Charles Kennedy, a senior VP for research within the TV division, is going across the conglom to share some unusual theories regarding how the most popular entertainment of yesteryear provides clues to what could work today.

If Kennedy is correct, not only is there a predictable pattern behind why ABC series "Once Upon a Time" and "Revenge" struck a chord in recession-era America, but it's for some of the same reasons classics like "The Wizard of Oz" and "The Public Enemy" touched the same strings during the 1930s....

What Kennedy does might be best explained in terms of reverse-engineering: He studies the kinds of stories that succeeded in comparable historical eras in order to suggest how new programming can be tailored to resonate in the current marketplace.

I've always believed this about entertainment, but it's nice to see that a big business sees it the same way.

Slight tangent: In the thread I linked above, there was a discussion about the relevance of German.

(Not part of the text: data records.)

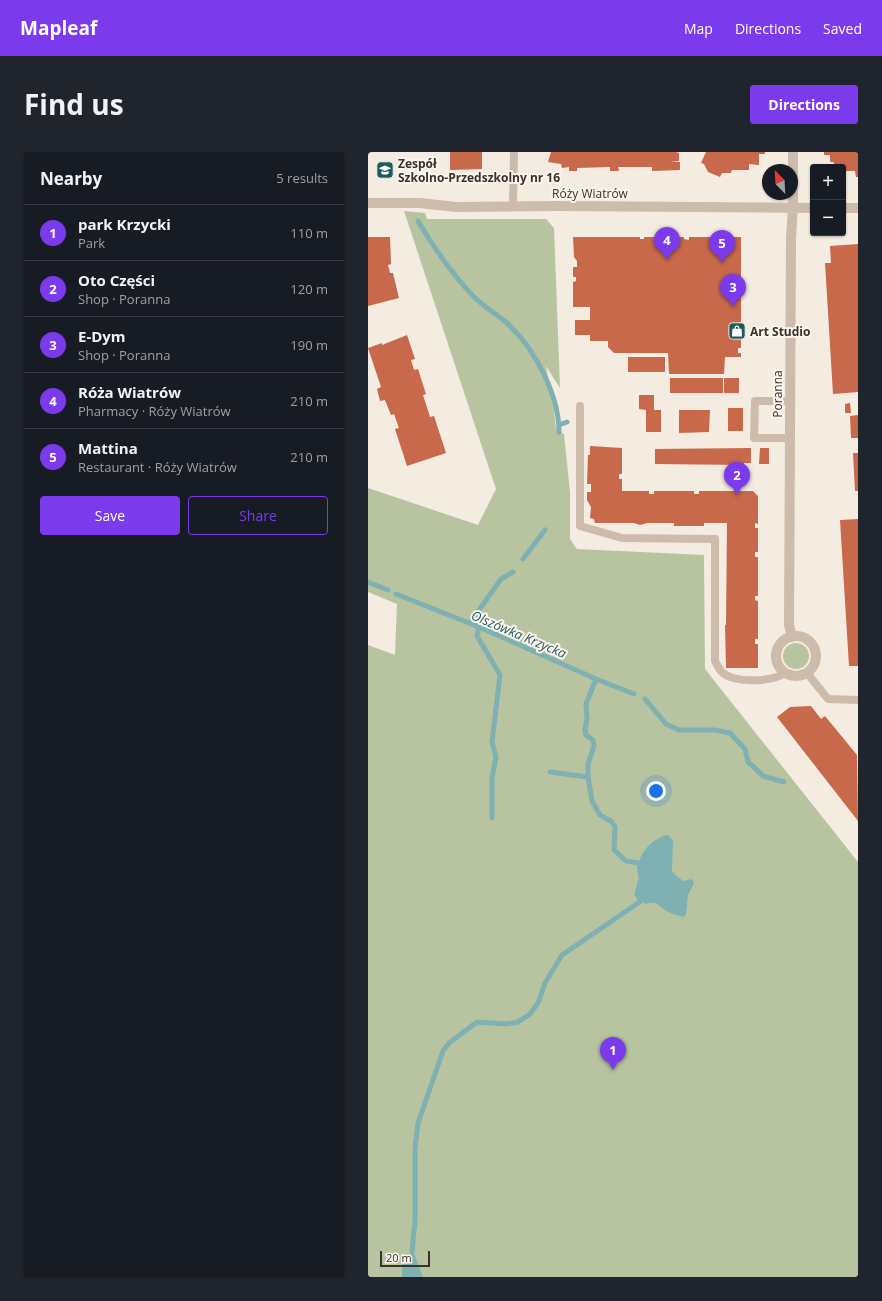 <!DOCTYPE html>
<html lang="en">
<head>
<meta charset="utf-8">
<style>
	:root { --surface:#171b24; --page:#20242c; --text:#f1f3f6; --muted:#9ea1a6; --line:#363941; --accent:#7c3aed }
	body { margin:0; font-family:"Open Sans",sans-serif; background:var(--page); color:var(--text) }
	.controls { position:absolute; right:12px; top:12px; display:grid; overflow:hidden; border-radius:4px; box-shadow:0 1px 3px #0004 }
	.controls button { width:36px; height:36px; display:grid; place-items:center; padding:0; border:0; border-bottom:1px solid var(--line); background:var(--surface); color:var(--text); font:20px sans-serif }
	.compass { position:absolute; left:394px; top:12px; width:36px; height:36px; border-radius:50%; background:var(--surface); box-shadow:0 1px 3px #0004; rotate:336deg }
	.scale { position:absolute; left:12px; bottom:10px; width:50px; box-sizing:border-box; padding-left:4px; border:2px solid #3b302b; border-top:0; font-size:11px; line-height:14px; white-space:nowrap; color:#3b302b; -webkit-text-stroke:3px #fbf5ee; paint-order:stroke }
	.you { position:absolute; left:288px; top:639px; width:14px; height:14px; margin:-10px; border:3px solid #fff; border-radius:50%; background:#1a73e8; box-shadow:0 0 0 6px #1a73e833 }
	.badge { display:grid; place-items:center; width:26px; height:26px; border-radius:50%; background:var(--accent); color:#fff; font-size:13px; font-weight:700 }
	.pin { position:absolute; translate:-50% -33px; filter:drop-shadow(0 1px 2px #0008) }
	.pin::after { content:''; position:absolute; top:21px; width:14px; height:12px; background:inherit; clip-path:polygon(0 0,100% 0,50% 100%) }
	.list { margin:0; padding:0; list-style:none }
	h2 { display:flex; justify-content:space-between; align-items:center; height:52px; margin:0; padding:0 16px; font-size:17px }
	h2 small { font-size:13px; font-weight:400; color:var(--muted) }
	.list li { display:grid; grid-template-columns:26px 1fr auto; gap:12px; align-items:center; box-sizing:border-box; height:56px; padding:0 16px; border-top:1px solid var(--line) }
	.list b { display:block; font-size:15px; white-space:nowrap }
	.list p { margin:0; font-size:13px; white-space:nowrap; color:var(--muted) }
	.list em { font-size:13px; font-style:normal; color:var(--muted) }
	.actions { display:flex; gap:8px; padding:12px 16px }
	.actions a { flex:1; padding:9px 0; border:1px solid var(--accent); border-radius:4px; text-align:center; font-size:14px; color:var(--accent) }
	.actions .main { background:var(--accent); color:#fff }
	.map { position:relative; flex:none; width:490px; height:1125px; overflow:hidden; border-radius:4px }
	header { display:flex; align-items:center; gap:24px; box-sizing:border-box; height:56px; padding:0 20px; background:var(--accent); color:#fff }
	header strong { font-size:19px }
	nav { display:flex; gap:22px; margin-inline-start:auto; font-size:14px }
	.intro { display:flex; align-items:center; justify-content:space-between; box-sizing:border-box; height:96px; padding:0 24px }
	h1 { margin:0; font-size:28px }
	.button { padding:10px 18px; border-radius:4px; background:var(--accent); color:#fff; font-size:14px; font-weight:700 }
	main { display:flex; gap:24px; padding:0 24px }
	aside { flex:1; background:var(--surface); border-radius:4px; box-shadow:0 1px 3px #0004 }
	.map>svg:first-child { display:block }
	.green { fill:#b8c4a0 }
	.water { fill:#7fb0b2 }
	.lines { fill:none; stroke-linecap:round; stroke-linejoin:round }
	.stream { stroke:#7fb0b2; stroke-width:5 }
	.building { fill:#c8694b }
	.lane { stroke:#cdbbac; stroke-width:8 }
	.street { stroke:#cdbbac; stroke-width:10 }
	.labels { text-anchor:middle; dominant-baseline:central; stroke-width:4; stroke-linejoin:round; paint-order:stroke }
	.poi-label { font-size:12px; font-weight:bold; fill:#3b302b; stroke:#fbf5ee; text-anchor:start }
	.street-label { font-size:12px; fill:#3b302b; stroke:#fbf5ee }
	.water-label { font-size:13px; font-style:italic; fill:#1f5a5e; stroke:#fbf5ee }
</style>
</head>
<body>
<header>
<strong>Mapleaf</strong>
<nav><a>Map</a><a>Directions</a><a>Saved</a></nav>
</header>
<div class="intro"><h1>Find us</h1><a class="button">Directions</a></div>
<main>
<aside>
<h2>Nearby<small>5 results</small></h2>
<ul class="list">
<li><span class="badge">1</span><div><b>park Krzycki</b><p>Park</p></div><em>110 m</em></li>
<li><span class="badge">2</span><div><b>Oto Części</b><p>Shop · Poranna</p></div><em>120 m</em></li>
<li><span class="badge">3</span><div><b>E-Dym</b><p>Shop · Poranna</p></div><em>190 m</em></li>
<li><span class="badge">4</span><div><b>Róża Wiatrów</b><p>Pharmacy · Róży Wiatrów</p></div><em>210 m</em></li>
<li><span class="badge">5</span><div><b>Mattina</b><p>Restaurant · Róży Wiatrów</p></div><em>210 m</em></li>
</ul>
<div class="actions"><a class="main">Save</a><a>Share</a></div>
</aside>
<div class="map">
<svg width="490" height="1125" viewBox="0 0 490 1125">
	<rect width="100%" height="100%" fill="#f4ebe1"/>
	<path class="green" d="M36,59L57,61L59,67H178L186,76L192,236L178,214L185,249L188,278L196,282L202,340V387L209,397L336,403L337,517L490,710V1125H0V493L27,503L29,452L0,440V336L110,373L128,337Z
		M415 504a13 13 0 1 1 26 0a13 13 0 1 1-26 0Z"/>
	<path class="water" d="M300,683L305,688L304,720L315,729L324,727L326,731L320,743L318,763L315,765C310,763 304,762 300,760C290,754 290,748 277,752L269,742C274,729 269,721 271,710C274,698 288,684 300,683Z
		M44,1100L47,1104L55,1125H34V1113Z"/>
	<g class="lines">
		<path class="stream" d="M50,69C66,96 84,122 106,145C117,156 131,163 142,174C168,199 191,244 191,280
			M191,273L199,270
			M155,407L177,378
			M0,430L20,438
			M28,442L111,475L228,527L266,542
			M102,471L133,427L145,420
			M111,475L109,484L132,523L124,590L128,605L124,626V666
			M277,547L298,572L311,578H347L362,581L377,597L380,610L386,615L395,624L416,630
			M182,620L220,625
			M44,1100L47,1069V997L50,971L75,899L81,891L109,870L139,872L150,870L162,862L170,851L177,831L194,803L273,749L269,742L273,727L271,711L258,709L246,698L247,675L244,670L232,663L224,649L220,625V612L226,594L225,588L218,583L217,577L219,567L218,552L228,527"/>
	</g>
	<path class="building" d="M82,0H114V17L82,18Z
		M183,0H308L311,1V9L303,10H312V18L284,19V15H250L251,19H242V15L209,16V19H201V15L194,16L193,12L180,10Z
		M338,0H397V2H391V13L381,12V18H364L363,21H354L352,25L340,20L336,12L333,11Z
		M456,0H490V25H488L487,19H475V15H469L465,10H462V3H456Z
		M0,85H22L23,112L20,113L22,121H25L31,146L0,154Z
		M205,85H272V87H276V85H316V87L321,88V85H373V125H370V130H373V170H371V174H373V196H370V201H373V205H357L356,222H301L300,201H246L240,195V189H222V183H207V168H222V155H205V130L208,129V125H205V115H209V109L206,105Z
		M490,92V240L465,242L457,111H463L462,94Z
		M39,183L47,207L43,208L46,218L50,217L58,242L55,243L62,265L66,264L78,301L39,314L27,277L31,276L26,262L23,263L17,248L12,249L9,237L13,235L0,196L14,191V193Z
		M260,205H297V220H260Z
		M302,226H355V241H302Z
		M356,226H371V241H356Z
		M271,243H286V258H293V280H278V258L271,257Z
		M482,251L483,261H477V252Z
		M360,256H375V279H360Z
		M311,258H342L341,280L311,281Z
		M490,263V286H483L482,264Z
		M222,294L254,296V322H251V327H254V339H281V342H286V339H326V342H331V339H385L390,344V372L387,371V376H390V400H387V405H390V444H387V448L390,449V487H387V492H390V516H358L357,473H358L359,371H336V374H306V371H279L272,373L266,371H227L226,367L222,366L223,355L219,348V340H223V332H219L220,303H222Z
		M383,296V311H376V313L287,312V297Z
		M392,296H401V312H391Z
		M485,301H490V339H487Z
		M490,367V514H481L472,368Z
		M443,554L453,567L457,564L489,603L490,669L409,565L422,555Z"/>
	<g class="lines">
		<path class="lane" d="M145,54L146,0
			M422,249H387L386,286H422
			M212,254V374L254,386L347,387V509C349,513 352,519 356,522C369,531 404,530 417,521
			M439,521L460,547L490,548"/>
		<path class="street" d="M0,51H52L88,55L189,54L445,56
			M475,56H490
			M408 504a20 20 0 1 1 40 0a20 20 0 1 1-40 0Z
			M424,485L421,473L423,87L425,55V0"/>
	</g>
	<defs>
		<symbol id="school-square" viewBox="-11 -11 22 22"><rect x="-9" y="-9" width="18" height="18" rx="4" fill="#1f5a5e" stroke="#fbf5ee"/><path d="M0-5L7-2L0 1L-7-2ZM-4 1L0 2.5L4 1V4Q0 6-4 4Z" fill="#fff"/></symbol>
		<symbol id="shop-square" viewBox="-11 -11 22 22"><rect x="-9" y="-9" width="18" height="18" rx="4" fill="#1f5a5e" stroke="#fbf5ee"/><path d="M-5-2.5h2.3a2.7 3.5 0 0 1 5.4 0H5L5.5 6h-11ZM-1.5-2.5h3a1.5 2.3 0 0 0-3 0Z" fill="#fff"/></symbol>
	</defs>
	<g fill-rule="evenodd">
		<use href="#school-square" x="7" y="8" width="20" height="20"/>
		<use href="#shop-square" x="359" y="169" width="20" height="20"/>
	</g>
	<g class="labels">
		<g class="poi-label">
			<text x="30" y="11">Zespół<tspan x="30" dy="14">Szkolno-Przedszkolny nr 16</tspan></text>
			<text x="382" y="179">Art Studio</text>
		</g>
		<g class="street-label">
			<text x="222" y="41">Róży Wiatrów</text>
			<text transform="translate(409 242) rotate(-90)">Poranna</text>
		</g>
		<g class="water-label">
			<text transform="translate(151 482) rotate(23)">Olszówka Krzycka</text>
		</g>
	</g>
</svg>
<div class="controls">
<button>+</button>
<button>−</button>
</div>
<svg class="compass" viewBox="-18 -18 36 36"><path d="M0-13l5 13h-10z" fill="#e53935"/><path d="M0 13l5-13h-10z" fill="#9ea1a6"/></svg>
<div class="scale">20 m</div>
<div class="you"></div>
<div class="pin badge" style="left:245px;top:918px">1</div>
<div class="pin badge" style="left:369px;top:343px">2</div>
<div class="pin badge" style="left:365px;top:155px">3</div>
<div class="pin badge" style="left:299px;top:108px">4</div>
<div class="pin badge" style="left:354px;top:111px">5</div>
</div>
</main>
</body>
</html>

Two things:

1. In my week in Germany, I was never condescended to, and 
2. As a result of our Germany trip, my husband has decided to take a German class at my university, and it has 24 students enrolled in it. (I'd take the class, but I have child transportation issues at that time, plus I learn languages more easily than my husband, who needs more structure.)

Wednesday, August 22, 2012

East-West Extremes

My husband has a geotagger attached to his camera, so he can pretty well document where we traveled in Berlin. As you can see, we were in East Berlin almost exclusively. One day we went to Spandau to see the Zitadelle Spandau, and we had to change trains in Charlottenberg (hence the one hit there).